Donald Trump apresenta proposta do Domo de Ouro — Foto: Chris Kleponis/CNP/Bloomberg via Getty Images
Não é de hoje que Trump vem repetindo que os Estados Unidos deveriam “comprar” a Groenlândia por motivos de segurança nacional. E nesta quarta-feira (14), não foi diferente. Em sua rede social, Truth Social, Trump reafirmou que a importância do território dinamarquês autônomo e disse que ele é “vital para o Domo de Ouro que estamos construindo”.
“Os Estados Unidos precisam da Groenlândia para fins de Segurança Nacional. Ela é vital para o Domo de Ouro que estamos construindo. A OTAN deveria liderar o caminho para que possamos obtê-la. Se não o fizermos, a Rússia ou a China o farão, e isso não vai acontecer”, escreveu o presidente norte-americano.
Mas, afinal, o que é o Domo de Ouro de Trump?
O Domo de Ouro (Golden Dome, em inglês) é uma proposta defendida por Donald Trump para criar um sistema antimísseis nos Estados Unidos, inspirado no Domo de Ferro de Israel, porém maior e mais complexo.

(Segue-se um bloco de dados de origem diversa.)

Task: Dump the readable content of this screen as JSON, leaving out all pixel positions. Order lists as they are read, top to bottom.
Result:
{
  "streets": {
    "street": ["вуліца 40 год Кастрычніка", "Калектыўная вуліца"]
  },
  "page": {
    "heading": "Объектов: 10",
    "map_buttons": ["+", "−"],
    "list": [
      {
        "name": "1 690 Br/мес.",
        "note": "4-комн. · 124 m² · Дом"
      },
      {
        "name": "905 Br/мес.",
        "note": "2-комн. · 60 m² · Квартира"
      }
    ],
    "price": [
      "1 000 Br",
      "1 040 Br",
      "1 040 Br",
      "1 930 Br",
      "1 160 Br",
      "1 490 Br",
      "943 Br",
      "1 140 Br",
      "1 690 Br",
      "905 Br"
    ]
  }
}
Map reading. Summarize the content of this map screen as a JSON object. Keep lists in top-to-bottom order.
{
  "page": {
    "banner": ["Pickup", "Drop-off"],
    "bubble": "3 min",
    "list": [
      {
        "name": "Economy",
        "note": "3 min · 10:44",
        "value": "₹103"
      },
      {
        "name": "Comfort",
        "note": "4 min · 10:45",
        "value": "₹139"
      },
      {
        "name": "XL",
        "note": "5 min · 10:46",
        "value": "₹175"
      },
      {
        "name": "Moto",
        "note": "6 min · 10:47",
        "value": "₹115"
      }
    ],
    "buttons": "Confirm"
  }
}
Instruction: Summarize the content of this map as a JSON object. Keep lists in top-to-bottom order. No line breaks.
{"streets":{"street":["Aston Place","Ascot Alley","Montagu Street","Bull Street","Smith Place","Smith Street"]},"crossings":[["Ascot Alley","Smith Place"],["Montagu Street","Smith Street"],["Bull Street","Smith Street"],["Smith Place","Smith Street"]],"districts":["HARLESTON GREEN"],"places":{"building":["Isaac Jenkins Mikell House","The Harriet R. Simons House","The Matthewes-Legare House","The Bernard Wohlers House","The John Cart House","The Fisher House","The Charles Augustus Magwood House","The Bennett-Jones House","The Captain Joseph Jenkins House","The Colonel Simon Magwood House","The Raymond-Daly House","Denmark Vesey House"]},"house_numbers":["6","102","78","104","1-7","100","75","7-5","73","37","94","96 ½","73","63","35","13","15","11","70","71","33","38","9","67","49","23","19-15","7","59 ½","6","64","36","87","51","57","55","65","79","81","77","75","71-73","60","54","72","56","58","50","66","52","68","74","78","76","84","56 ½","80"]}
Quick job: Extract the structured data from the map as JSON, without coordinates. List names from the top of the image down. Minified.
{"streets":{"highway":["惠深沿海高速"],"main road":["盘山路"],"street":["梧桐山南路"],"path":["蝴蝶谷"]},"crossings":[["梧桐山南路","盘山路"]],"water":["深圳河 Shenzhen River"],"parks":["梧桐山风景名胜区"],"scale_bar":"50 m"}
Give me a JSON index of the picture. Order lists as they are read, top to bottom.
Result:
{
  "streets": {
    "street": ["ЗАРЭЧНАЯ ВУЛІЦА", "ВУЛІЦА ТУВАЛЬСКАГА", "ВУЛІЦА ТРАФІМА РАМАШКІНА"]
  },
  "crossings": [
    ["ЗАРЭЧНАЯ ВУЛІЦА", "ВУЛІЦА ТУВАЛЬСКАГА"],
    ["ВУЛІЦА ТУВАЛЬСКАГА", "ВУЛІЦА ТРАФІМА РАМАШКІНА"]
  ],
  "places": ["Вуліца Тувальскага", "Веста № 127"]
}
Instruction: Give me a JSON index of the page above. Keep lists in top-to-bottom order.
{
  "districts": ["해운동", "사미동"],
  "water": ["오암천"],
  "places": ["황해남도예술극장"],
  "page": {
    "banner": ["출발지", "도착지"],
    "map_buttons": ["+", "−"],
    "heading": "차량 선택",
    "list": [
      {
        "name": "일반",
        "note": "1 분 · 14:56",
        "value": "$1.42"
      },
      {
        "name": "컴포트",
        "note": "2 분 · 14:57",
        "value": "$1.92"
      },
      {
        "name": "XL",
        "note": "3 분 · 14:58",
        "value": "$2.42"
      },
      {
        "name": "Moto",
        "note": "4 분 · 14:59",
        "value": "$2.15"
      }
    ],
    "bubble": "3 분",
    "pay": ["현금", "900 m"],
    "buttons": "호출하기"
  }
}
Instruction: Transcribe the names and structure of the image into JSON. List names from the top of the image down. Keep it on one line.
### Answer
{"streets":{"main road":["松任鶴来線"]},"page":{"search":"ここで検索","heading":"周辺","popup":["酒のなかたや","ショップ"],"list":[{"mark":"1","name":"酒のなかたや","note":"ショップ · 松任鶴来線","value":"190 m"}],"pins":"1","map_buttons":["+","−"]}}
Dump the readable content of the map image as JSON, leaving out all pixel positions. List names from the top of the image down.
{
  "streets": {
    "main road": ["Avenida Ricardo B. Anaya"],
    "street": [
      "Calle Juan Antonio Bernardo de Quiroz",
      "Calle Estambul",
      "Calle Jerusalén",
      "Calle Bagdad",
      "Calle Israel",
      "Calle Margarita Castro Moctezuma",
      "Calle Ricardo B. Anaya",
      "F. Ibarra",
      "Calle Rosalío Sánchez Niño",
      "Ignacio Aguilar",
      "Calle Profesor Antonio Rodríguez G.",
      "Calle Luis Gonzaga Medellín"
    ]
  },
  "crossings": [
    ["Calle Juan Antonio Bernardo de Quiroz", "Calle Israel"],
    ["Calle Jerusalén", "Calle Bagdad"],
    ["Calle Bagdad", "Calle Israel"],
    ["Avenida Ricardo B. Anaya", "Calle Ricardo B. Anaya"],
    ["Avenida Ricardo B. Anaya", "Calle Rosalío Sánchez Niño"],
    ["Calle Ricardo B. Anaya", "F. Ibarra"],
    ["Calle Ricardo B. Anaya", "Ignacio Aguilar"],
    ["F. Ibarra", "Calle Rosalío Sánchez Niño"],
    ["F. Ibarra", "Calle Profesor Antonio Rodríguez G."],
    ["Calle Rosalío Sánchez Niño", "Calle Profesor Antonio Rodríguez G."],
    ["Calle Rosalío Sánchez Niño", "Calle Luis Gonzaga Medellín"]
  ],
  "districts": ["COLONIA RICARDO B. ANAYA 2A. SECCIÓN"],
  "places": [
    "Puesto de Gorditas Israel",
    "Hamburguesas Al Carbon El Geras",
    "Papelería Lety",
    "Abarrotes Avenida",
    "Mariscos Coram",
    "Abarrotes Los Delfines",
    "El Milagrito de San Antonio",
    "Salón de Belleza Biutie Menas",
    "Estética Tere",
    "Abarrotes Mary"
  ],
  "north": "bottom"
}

O projeto foi anunciado em maio do ano passado e é avaliado em US$ 175 bilhões –apesar de diversas estimativas esperarem um custo muito maior. O desenvolvimento está sendo feito pelo Pentágono e, segundo anunciou Trump, na época, ele quer a conclusão até o final de seu mandato, que se encerrará em 2029.
Segundo a Bloomberg, a iniciativa visa criar camadas de sistemas de defesa, da Terra ao espaço, capaz de interceptar mísseis lançados de qualquer lugar do mundo. Ela se baseia em um sistema de satélites interceptores espaciais que rastreariam e destruiriam mísseis em órbita enquanto se dirigem para um alvo na Terra, uma tecnologia que ainda não existe.
Assim, enquanto o Domo de Ferro de Israel foca em mísseis de curto alcance, o Domo de Ouro pretende interceptar mísseis balísticos hipersônicos e intercontinentais ainda no espaço.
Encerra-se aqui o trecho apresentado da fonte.